**DESCRIPTION OF THE TASK:** Your response should consist solely of the records, written out exactly.

Saved data entries:
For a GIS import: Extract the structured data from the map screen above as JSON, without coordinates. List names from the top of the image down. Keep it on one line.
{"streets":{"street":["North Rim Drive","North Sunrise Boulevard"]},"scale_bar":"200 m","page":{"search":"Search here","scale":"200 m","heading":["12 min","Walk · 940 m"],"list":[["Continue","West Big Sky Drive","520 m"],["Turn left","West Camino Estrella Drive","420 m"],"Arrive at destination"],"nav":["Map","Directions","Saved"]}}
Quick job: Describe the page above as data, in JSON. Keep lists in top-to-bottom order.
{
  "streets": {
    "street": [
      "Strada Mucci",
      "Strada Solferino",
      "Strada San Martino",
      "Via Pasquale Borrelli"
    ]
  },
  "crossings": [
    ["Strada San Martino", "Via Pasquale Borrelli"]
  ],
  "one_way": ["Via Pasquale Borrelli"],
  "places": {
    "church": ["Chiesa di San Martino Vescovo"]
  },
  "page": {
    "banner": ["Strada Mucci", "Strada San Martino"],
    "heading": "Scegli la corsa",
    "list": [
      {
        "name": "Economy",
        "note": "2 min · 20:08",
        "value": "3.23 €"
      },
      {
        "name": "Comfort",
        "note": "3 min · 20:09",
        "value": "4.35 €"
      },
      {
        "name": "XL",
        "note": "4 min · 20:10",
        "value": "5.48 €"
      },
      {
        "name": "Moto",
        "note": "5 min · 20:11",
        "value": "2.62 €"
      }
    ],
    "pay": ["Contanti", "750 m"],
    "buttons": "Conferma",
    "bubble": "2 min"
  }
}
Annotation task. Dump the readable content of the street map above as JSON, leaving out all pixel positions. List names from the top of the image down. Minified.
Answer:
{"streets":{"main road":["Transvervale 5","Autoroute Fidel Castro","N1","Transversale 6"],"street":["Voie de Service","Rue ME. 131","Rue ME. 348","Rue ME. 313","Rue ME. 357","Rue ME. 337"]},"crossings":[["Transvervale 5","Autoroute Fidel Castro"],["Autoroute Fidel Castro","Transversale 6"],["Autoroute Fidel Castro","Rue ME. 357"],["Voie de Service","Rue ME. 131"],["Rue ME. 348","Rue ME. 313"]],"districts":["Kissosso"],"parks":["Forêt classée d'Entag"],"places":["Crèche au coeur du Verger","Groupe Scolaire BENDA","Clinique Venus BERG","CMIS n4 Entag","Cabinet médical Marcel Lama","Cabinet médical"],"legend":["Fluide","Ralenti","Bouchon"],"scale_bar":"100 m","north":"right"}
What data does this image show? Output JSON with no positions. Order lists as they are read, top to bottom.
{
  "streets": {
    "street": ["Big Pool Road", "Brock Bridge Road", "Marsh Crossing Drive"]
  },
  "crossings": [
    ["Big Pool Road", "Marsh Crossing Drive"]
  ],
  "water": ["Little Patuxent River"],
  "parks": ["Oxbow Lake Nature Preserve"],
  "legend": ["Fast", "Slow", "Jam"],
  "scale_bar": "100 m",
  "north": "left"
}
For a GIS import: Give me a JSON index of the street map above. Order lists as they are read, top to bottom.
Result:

**WRITTEN RESPONSE:**
For a GIS import: Extract the structured data from the map screen above as JSON, without coordinates. List names from the top of the image down. Keep it on one line.
{"streets":{"street":["North Rim Drive","North Sunrise Boulevard"]},"scale_bar":"200 m","page":{"search":"Search here","scale":"200 m","heading":["12 min","Walk · 940 m"],"list":[["Continue","West Big Sky Drive","520 m"],["Turn left","West Camino Estrella Drive","420 m"],"Arrive at destination"],"nav":["Map","Directions","Saved"]}}
Quick job: Describe the page above as data, in JSON. Keep lists in top-to-bottom order.
{
  "streets": {
    "street": [
      "Strada Mucci",
      "Strada Solferino",
      "Strada San Martino",
      "Via Pasquale Borrelli"
    ]
  },
  "crossings": [
    ["Strada San Martino", "Via Pasquale Borrelli"]
  ],
  "one_way": ["Via Pasquale Borrelli"],
  "places": {
    "church": ["Chiesa di San Martino Vescovo"]
  },
  "page": {
    "banner": ["Strada Mucci", "Strada San Martino"],
    "heading": "Scegli la corsa",
    "list": [
      {
        "name": "Economy",
        "note": "2 min · 20:08",
        "value": "3.23 €"
      },
      {
        "name": "Comfort",
        "note": "3 min · 20:09",
        "value": "4.35 €"
      },
      {
        "name": "XL",
        "note": "4 min · 20:10",
        "value": "5.48 €"
      },
      {
        "name": "Moto",
        "note": "5 min · 20:11",
        "value": "2.62 €"
      }
    ],
    "pay": ["Contanti", "750 m"],
    "buttons": "Conferma",
    "bubble": "2 min"
  }
}
Annotation task. Dump the readable content of the street map above as JSON, leaving out all pixel positions. List names from the top of the image down. Minified.
Answer:
{"streets":{"main road":["Transvervale 5","Autoroute Fidel Castro","N1","Transversale 6"],"street":["Voie de Service","Rue ME. 131","Rue ME. 348","Rue ME. 313","Rue ME. 357","Rue ME. 337"]},"crossings":[["Transvervale 5","Autoroute Fidel Castro"],["Autoroute Fidel Castro","Transversale 6"],["Autoroute Fidel Castro","Rue ME. 357"],["Voie de Service","Rue ME. 131"],["Rue ME. 348","Rue ME. 313"]],"districts":["Kissosso"],"parks":["Forêt classée d'Entag"],"places":["Crèche au coeur du Verger","Groupe Scolaire BENDA","Clinique Venus BERG","CMIS n4 Entag","Cabinet médical Marcel Lama","Cabinet médical"],"legend":["Fluide","Ralenti","Bouchon"],"scale_bar":"100 m","north":"right"}
What data does this image show? Output JSON with no positions. Order lists as they are read, top to bottom.
{
  "streets": {
    "street": ["Big Pool Road", "Brock Bridge Road", "Marsh Crossing Drive"]
  },
  "crossings": [
    ["Big Pool Road", "Marsh Crossing Drive"]
  ],
  "water": ["Little Patuxent River"],
  "parks": ["Oxbow Lake Nature Preserve"],
  "legend": ["Fast", "Slow", "Jam"],
  "scale_bar": "100 m",
  "north": "left"
}
For a GIS import: Give me a JSON index of the street map above. Order lists as they are read, top to bottom.
Result:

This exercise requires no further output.